In [None]:
#!python -m pip install pydivsufsort
#!jupyter notebook --NotebookApp.iopub_data_rate_limit=1.0e10
#ovo mozemo u readMe: prvi je da bi imao ovaj divsufsort, a drugi je ako jupyter pravi problem kad se ucitava fasta

In [None]:
from pydivsufsort import divsufsort

In [None]:
""" Return list of rotations of input string t """
def Rotations(t):
    tt = t * 2
    return [tt[i : i + len(t)] for i in range(0, len(t))]

In [None]:
""" Return lexicographically sorted list of t's rotations """
def BWM(t):
    return sorted(Rotations(t))

In [None]:
""" Given T, returns BWT(T) (last column) by creating BWM """
def BWTViaBWM(t):
    return ''.join(map(lambda x: x[-1], BWM(t)))

In [None]:
""" Given T return suffix array SA(T) """
def DeprecatedSuffixArray(s):
    satups = sorted([(s[i:], i) for i in range(len(s))])
    # Extract and return just the offsets
    return list(map(lambda x: x[1], satups))

In [None]:
""" Given text, return suffix array SA(text) """
def SuffixArray(text):
    return list(divsufsort(text))

In [None]:
""" Given T, returns BWT(T) (last column) by way of the suffix array """
def DeprecatedBWTViaSA(t):
    bw = []
    for si in SuffixArray(t):
        if si == 0:
            bw.append('$')
        else:
            bw.append(t[si - 1])
    return ''.join(bw) # returns string version of list bw

In [None]:
""" Given Suffix Array s and text t, return BWT(t) (last column)"""
def BWTViaSA(text, suffixArray):
    bw = []
    for si in suffixArray:
        if si == 0:
            bw.append('$')
        else:
            bw.append(text[si - 1])
    return ''.join(bw) # returns string version of list bw

In [None]:
""" Given BWT string bw, return parallel list of B-ranks.

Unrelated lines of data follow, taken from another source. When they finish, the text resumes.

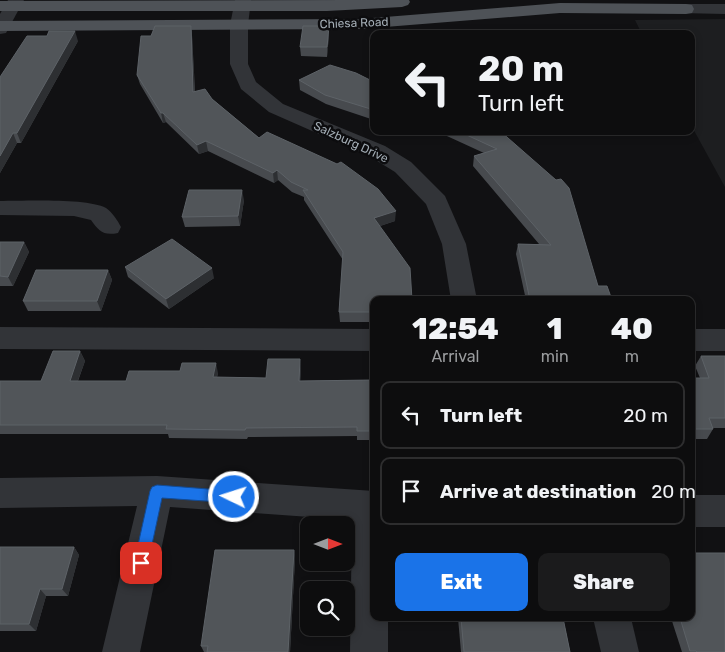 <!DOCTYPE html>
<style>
:root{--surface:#0d0d0e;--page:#1b1b1c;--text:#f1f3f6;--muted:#9a9c9e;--line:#2d2d2e;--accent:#1a73e8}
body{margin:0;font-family:Rubik,sans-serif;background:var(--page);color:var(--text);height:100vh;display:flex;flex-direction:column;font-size:19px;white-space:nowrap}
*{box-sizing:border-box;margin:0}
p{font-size:16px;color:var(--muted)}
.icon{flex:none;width:28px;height:28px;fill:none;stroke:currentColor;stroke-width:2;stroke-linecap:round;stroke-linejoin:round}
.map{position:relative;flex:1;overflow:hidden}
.details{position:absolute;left:370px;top:296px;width:325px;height:325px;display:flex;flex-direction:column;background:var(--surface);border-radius:10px;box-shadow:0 2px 8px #0003,0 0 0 1px var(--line)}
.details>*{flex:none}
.top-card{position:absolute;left:370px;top:30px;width:325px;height:105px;border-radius:10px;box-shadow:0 2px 8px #0003,0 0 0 1px var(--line);background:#0d0d0e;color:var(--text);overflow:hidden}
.needle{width:32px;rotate:90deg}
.controls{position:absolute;left:300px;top:516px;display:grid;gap:10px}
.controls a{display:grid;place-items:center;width:55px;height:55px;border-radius:10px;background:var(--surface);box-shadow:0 2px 8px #0003,0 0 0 1px var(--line);font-size:25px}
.pin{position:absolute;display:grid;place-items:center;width:42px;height:42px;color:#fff;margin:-21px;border-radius:10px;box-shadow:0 2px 8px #0006}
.me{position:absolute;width:55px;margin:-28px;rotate:274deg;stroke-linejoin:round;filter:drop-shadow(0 0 4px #0008)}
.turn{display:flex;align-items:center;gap:18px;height:105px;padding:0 25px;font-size:22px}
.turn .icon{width:65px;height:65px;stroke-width:2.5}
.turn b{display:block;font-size:35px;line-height:42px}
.eta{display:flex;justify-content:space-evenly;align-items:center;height:85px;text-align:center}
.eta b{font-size:30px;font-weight:800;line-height:35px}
.button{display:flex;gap:10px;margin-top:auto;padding:10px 25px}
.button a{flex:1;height:58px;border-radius:10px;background:var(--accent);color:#fff;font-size:20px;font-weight:800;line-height:58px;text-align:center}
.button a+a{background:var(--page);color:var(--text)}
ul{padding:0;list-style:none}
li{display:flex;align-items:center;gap:15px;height:68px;margin:0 10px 8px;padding:0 15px;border:2px solid var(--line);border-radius:10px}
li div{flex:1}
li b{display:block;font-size:19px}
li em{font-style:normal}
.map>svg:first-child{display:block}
.built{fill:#1d1e20}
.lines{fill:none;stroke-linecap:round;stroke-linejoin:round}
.minor{fill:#323438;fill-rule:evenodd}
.major{fill:#4e5257;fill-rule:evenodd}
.wall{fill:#474a4e}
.shaded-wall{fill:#2d2f32}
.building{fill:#515559;stroke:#5d6267}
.route{fill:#1a73e8;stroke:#114b97}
.labels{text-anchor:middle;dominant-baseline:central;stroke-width:5;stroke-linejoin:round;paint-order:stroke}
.far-street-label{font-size:12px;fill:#a2acb4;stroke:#0c0c0e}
</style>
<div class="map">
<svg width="725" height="652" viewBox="0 0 725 652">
<rect width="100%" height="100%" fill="#111113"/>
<polygon class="built" points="725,19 725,187 691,125 691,34 642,34 635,20"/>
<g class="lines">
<g class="minor">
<polygon points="8,0 24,0 6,33 0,34 0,14"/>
<polygon points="235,0 251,0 248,25 248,64 256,82 283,104 385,146 411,162 445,196 466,244 477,300 451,300 442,244 426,204 395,172 369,156 269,112 241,89 230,64 230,25"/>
<polygon points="686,4 725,4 725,14 680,13 678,9 680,5"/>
<path d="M0 201C24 201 87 198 106 208 112 212 118 221 121 227L118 233C103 236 99 231 91 220L74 216 0 215Z"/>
<polygon points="0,327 374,329 374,351 0,349"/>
<rect x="691" y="329" width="34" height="22"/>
<polygon points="157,476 374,491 374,618 388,618 388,652 350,652 352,520 170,507 140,652 102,652 137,506 0,508 0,478"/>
<rect x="691" y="495" width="34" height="32"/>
<polygon points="593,618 631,618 639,652 601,652"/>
</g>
<g class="major">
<polygon points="347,0 409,0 410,2 408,5 402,7 327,11 0,11 0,1"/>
<polygon points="560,3 686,4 692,5 694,9 692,13 686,14 560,13 360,29 0,31 0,21 360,19"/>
</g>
</g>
<g class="wall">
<polygon points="191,26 192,35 195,91 212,99 259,138 395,221 380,226 374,300 374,322 340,322 339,312 343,260 304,200 304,197 292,192 278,180 274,183 208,151 199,154 166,122 163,123 140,84 137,75 151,36"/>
<polygon points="329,35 327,57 301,56 300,47"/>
<polygon points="78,41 21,143 17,143 0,173 0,77"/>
<polygon points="374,78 374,120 326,104 300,90 299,80 372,81"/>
<polygon points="436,131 500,131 598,286 612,300 526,300 516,254 518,244 539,244 473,166 474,156 484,153"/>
<polygon points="244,200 240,226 185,227 182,217"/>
<polygon points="0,242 24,242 29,252 13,286 0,286"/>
<polygon points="125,267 214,278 169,309 128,277"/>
<polygon points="108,270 112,280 101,311 28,311 23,301"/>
<polygon points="80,351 85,361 78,381 126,381 218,373 217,377 266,378 301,369 300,381 374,380 374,440 357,440 357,436 248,437 247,439 169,438 168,434 0,434 0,381 41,381"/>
<polygon points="701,356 725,356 725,428 712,428 713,429 707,439 691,439 691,378 700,378 695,366"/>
<polygon points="0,547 74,547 79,555 68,596 46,596 36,631 0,631"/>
<polygon points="294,550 295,559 290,652 204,652 201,646"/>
<polygon points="458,618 563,618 570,652 461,652"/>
<polygon points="671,618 691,618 725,652 682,652"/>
</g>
<g class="shaded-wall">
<polygon points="191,26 192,35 195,101 193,92"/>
<polygon points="329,26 329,35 327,57 327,47"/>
<polygon points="75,31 78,41 21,143 17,133"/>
<polygon points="161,113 163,113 166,122 163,123"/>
<polygon points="13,133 17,143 0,173 0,156"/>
<polygon points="206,141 208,151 199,154 197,145"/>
<polygon points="277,170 278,180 274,183 273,173"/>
<polygon points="242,190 244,200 240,226 238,216"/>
<polygon points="396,211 395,221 374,228 374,218"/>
<polygon points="24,242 29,252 13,286 8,277"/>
<polygon points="212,268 214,278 169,309 166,299"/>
<polygon points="108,270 112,280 101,311 97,301"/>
<polygon points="80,351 85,361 74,391 70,381"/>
<polygon points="300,359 301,369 300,390 299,381"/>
<polygon points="216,363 218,373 215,387 213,377"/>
<polygon points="74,547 79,555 68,596 62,589"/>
<polygon points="294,550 295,559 290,652 288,652"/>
<polygon points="40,589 46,596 36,631 29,624"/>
</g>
<g class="building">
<polygon points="155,26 191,26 193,92 205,89 212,99 259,138 267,132 337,164 341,162 378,189 396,211 374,218 410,268 412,300 374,300 374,312 339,312 343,252 303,190 308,190 291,182 277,170 273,173 206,141 197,145 163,113 161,113 137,75 141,36 151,36"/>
<polygon points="303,26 329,26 327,47 300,47"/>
<polygon points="49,31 75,31 17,133 13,133 0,156 0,77 27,36 47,36"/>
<polygon points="330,65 356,73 372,81 373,78 374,78 374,110 325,95 299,80"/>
<polygon points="458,131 500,131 556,180 561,179 569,188 598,286 607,286 612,300 530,300 518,244 551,245 474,156 497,149"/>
<polygon points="189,190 242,190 238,216 182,217"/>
<polygon points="172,239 212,268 166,299 125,267"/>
<polygon points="0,242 24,242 8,277 0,276"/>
<polygon points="36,270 108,270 97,301 23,301"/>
<polygon points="53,351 80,351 70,381 126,381 129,371 180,371 182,363 216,363 213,377 266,378 268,359 300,359 299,381 374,380 374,431 357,431 357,427 246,428 245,430 166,429 167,425 0,425 0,381 41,381"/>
<polygon points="701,356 725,356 725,418 709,418 713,429 691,429 691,378 709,378"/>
<polygon points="0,547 74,547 62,589 40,589 29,624 0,624"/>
<polygon points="215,550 294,550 288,652 207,652 208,646 201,646"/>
<polygon points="691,553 725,553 725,652 697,652 696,651 690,651 680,618 691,618"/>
<polygon points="461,618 563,618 570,652 464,652"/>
</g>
<polygon class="route" points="157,485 234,491 239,492 241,497 239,501 234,503 162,498 148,563 146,568 141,570 136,568 134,563 150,491 152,487"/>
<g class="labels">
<g class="far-street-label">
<text transform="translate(354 23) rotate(-2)">Chiesa Road</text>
<text transform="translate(351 142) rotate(25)">Salzburg Drive</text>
</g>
</g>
</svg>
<div class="controls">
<a><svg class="needle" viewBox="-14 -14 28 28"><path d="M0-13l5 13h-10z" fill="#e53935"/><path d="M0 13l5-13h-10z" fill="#9a9c9e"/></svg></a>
<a><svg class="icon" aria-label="search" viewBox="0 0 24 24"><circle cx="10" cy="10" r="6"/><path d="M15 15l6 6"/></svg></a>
</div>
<div class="pin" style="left:141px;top:563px;background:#d93025"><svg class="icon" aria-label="arrive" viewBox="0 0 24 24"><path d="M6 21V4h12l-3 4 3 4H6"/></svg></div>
<svg class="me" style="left:234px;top:497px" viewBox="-20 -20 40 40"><circle r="17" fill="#1a73e8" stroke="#fff" stroke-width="3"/><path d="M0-11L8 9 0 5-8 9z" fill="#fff"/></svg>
<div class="top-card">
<div class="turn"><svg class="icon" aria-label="left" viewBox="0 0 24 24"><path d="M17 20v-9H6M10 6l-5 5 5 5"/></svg><div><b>20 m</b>Turn left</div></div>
</div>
<section class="details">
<div class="eta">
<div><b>12:54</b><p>Arrival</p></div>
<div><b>1</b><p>min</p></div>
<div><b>40</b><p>m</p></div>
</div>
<ul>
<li><svg class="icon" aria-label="left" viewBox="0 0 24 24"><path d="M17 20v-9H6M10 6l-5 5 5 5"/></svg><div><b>Turn left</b></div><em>20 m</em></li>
<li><svg class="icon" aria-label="arrive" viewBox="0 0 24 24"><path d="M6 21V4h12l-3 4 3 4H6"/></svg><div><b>Arrive at destination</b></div><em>20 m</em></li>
</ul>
<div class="button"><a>Exit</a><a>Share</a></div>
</section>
</div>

Also
    return tots: map from character to # times it appears. """
def RankBWT(bw):
    tots = dict()
    ranks = []
    for c in bw:
        if c not in tots:
            tots[c] = 0
        ranks.append(tots[c])
        tots[c] += 1
    return ranks, tots

In [None]:
""" Return map from character to the range of rows prefixed by 
    the character. """
def FirstColumn(tots):
    first = {}
    totc = 0
    for c, count in sorted(tots.items()):
        first[c] = (totc, totc + count)
        totc += count
    return first

In [None]:
""" Make T from BWT(T) """
def ReverseBWT(bw):
    ranks, tots = RankBWT(bw)
    first = FirstColumn(tots)
    rowi = 0   # first row
    t = '$'    # rightmost character
    while bw[rowi] != '$':
        c = bw[rowi]
        t = c + t    # prepend to answer
        # jump to row that starts with c of same rank
        rowi = first[c][0] + ranks[rowi]
    return t

In [None]:
"""Return the min and max ranks of a specified caracter from the BWT"""
def setRank(ranks, lColumn, char, lowerIndex, higherIndex):
    indexesOfChar = []
    
    for i in range(lowerIndex, higherIndex):#lower index is inclusive, higher is exclusive
        if lColumn[i] == char:
            indexesOfChar.append(i)
        
    lowerIndex = min(indexesOfChar)
    higherIndex = max(indexesOfChar)
    
    return (ranks[lowerIndex], ranks[higherIndex])

In [None]:
"""Return the range of indexes for a specified caracter with given ranks from the First Column of BWM"""
def setIndex(fColumn, char, lowerRank, higherRank):
    lowerIndex = fColumn[char][0] + lowerRank
    higherIndex = fColumn[char][0] + higherRank + 1 #+1 is to make higherIndex exclusive
    return (lowerIndex, higherIndex)

In [None]:
"""Return positions where the pattern matches the sequence, otherwise throw exception"""
def DeprecatedSearch(seqence, pattern):
    lColumn = BWTViaBWM(seqence)
    ranks, tots = RankBWT(lColumn)
    fColumn = FirstColumn(tots)
    positions = SuffixArray(seqence)
    
    lowerIndex = 0
    higherIndex = 0
    lowerRank = 0
    higherRank = 0
    firstIteration = True
    
    for char in reversed(pattern):
        if firstIteration:
            firstIteration = False
            (lowerIndex, higherIndex) = fColumn[char]
            continue
        (lowerRank, higherRank) = setRank(ranks, lColumn, char, lowerIndex, higherIndex)
        (lowerIndex, higherIndex) = setIndex(fColumn, char, lowerRank, higherRank)
    
    return [positions[i] for i in range(lowerIndex, higherIndex)]

In [None]:
"""Return positions where the pattern matches the sequence, otherwise throw exception"""
def Search(seqence, pattern):
    positions = SuffixArray(seqence)
    lColumn = BWTViaSA(seqence, positions)
    ranks, tots = RankBWT(lColumn)
    fColumn = FirstColumn(tots)
    
    lowerIndex = 0
    higherIndex = 0
    lowerRank = 0
    higherRank = 0
    firstIteration = True
    
    for char in reversed(pattern):
        if firstIteration:
            firstIteration = False
            (lowerIndex, higherIndex) = fColumn[char]
            continue
        (lowerRank, higherRank) = setRank(ranks, lColumn, char, lowerIndex, higherIndex)
        (lowerIndex, higherIndex) = setIndex(fColumn, char, lowerRank, higherRank)
    
    return [positions[i] for i in range(lowerIndex, higherIndex)]